**DATA EXTRACTS:**
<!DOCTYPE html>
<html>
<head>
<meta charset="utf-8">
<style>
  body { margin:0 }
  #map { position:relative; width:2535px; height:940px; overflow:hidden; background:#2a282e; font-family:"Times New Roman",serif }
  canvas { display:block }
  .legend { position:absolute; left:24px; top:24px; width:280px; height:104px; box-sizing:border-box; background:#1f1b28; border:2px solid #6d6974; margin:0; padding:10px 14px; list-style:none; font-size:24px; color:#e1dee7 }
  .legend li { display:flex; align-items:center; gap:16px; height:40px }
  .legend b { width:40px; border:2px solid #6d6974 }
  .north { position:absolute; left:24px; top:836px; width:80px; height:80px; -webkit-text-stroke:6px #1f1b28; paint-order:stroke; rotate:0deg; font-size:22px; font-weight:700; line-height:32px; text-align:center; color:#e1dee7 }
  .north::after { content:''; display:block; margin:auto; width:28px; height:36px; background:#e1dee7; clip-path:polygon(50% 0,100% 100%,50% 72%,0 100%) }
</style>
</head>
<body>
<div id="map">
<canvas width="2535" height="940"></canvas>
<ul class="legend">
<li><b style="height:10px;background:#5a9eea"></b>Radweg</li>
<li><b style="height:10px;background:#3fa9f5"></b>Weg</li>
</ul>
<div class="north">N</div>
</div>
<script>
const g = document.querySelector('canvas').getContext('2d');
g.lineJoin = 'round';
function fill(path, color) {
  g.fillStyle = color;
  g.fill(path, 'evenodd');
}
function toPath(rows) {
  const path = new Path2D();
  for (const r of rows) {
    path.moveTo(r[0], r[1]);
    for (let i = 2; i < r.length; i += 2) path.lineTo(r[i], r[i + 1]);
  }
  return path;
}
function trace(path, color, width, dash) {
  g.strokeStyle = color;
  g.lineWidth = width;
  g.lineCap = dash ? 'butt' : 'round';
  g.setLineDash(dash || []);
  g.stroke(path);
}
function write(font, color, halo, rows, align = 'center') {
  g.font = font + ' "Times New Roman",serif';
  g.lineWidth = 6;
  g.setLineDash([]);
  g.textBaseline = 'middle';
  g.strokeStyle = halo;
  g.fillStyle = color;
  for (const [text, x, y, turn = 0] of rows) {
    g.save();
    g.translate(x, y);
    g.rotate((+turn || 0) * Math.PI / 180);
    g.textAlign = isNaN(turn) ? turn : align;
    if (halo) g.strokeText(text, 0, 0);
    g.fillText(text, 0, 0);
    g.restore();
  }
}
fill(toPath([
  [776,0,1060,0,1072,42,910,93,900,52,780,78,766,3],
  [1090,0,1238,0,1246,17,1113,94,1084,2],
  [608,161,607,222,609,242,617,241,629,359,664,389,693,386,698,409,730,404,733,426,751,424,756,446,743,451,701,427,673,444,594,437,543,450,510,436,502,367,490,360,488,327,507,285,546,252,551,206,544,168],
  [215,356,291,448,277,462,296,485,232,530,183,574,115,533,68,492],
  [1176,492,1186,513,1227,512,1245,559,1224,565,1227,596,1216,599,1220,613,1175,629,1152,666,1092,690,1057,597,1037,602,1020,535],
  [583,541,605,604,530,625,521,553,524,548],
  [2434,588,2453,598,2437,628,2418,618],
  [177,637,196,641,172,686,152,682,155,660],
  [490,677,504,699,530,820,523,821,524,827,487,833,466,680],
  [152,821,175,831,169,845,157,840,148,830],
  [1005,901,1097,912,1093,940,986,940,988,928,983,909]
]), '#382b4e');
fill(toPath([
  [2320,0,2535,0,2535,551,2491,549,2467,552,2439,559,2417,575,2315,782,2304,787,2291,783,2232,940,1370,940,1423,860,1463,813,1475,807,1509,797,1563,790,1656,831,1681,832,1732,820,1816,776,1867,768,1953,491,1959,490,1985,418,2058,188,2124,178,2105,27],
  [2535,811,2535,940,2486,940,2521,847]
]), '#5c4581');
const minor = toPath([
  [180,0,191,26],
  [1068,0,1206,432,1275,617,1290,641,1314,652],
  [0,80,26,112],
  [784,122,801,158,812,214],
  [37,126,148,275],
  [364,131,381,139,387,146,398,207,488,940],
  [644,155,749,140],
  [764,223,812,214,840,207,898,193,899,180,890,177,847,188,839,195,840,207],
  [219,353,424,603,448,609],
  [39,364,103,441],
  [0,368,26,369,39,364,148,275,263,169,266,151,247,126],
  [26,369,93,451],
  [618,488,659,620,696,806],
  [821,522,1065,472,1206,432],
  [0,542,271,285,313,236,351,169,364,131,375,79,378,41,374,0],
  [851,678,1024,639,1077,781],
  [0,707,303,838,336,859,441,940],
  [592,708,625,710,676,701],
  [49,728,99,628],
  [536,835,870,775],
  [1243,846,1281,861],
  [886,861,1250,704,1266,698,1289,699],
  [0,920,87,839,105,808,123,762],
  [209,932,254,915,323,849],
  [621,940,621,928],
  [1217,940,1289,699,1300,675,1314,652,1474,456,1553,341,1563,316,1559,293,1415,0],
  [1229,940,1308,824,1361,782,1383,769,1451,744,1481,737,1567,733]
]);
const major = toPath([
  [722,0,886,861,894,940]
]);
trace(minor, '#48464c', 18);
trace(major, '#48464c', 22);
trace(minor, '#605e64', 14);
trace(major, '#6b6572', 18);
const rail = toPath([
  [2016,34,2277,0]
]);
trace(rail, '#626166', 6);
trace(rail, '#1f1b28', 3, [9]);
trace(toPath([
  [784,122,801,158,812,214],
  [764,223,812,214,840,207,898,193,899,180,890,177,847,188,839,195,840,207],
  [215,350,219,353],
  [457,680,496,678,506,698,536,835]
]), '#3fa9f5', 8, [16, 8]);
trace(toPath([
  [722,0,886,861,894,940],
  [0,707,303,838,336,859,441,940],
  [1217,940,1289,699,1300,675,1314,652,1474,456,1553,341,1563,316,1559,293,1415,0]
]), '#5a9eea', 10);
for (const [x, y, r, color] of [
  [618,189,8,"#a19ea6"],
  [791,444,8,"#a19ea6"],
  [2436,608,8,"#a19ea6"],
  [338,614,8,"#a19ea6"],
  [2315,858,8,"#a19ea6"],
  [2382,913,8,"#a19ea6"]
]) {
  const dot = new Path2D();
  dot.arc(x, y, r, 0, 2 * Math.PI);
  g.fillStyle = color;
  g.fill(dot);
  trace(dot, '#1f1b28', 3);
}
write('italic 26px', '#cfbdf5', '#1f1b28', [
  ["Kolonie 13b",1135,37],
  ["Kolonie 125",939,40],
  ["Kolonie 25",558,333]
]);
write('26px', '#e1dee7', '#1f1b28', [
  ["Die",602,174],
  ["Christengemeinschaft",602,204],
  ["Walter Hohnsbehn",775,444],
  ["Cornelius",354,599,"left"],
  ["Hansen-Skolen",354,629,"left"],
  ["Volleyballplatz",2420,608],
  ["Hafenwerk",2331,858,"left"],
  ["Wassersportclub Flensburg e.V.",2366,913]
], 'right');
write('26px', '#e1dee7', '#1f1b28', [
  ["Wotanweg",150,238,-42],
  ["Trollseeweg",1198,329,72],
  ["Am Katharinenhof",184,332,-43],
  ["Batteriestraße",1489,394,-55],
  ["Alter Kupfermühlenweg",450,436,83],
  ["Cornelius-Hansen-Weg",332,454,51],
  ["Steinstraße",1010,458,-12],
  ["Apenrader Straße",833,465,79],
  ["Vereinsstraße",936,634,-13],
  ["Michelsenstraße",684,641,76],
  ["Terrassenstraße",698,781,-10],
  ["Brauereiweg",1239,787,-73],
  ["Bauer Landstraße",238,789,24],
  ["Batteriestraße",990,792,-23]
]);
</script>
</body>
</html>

**DESCRIPTION OF THE TASK:** Please, from the material above, copy only the lines from the line with "g.lineJoin = 'round';" up to and including the line with "g.rotate((+turn || 0) * Math.PI / 180);", exactly as written.

**REPLY:**
g.lineJoin = 'round';
function fill(path, color) {
  g.fillStyle = color;
  g.fill(path, 'evenodd');
}
function toPath(rows) {
  const path = new Path2D();
  for (const r of rows) {
    path.moveTo(r[0], r[1]);
    for (let i = 2; i < r.length; i += 2) path.lineTo(r[i], r[i + 1]);
  }
  return path;
}
function trace(path, color, width, dash) {
  g.strokeStyle = color;
  g.lineWidth = width;
  g.lineCap = dash ? 'butt' : 'round';
  g.setLineDash(dash || []);
  g.stroke(path);
}
function write(font, color, halo, rows, align = 'center') {
  g.font = font + ' "Times New Roman",serif';
  g.lineWidth = 6;
  g.setLineDash([]);
  g.textBaseline = 'middle';
  g.strokeStyle = halo;
  g.fillStyle = color;
  for (const [text, x, y, turn = 0] of rows) {
    g.save();
    g.translate(x, y);
    g.rotate((+turn || 0) * Math.PI / 180);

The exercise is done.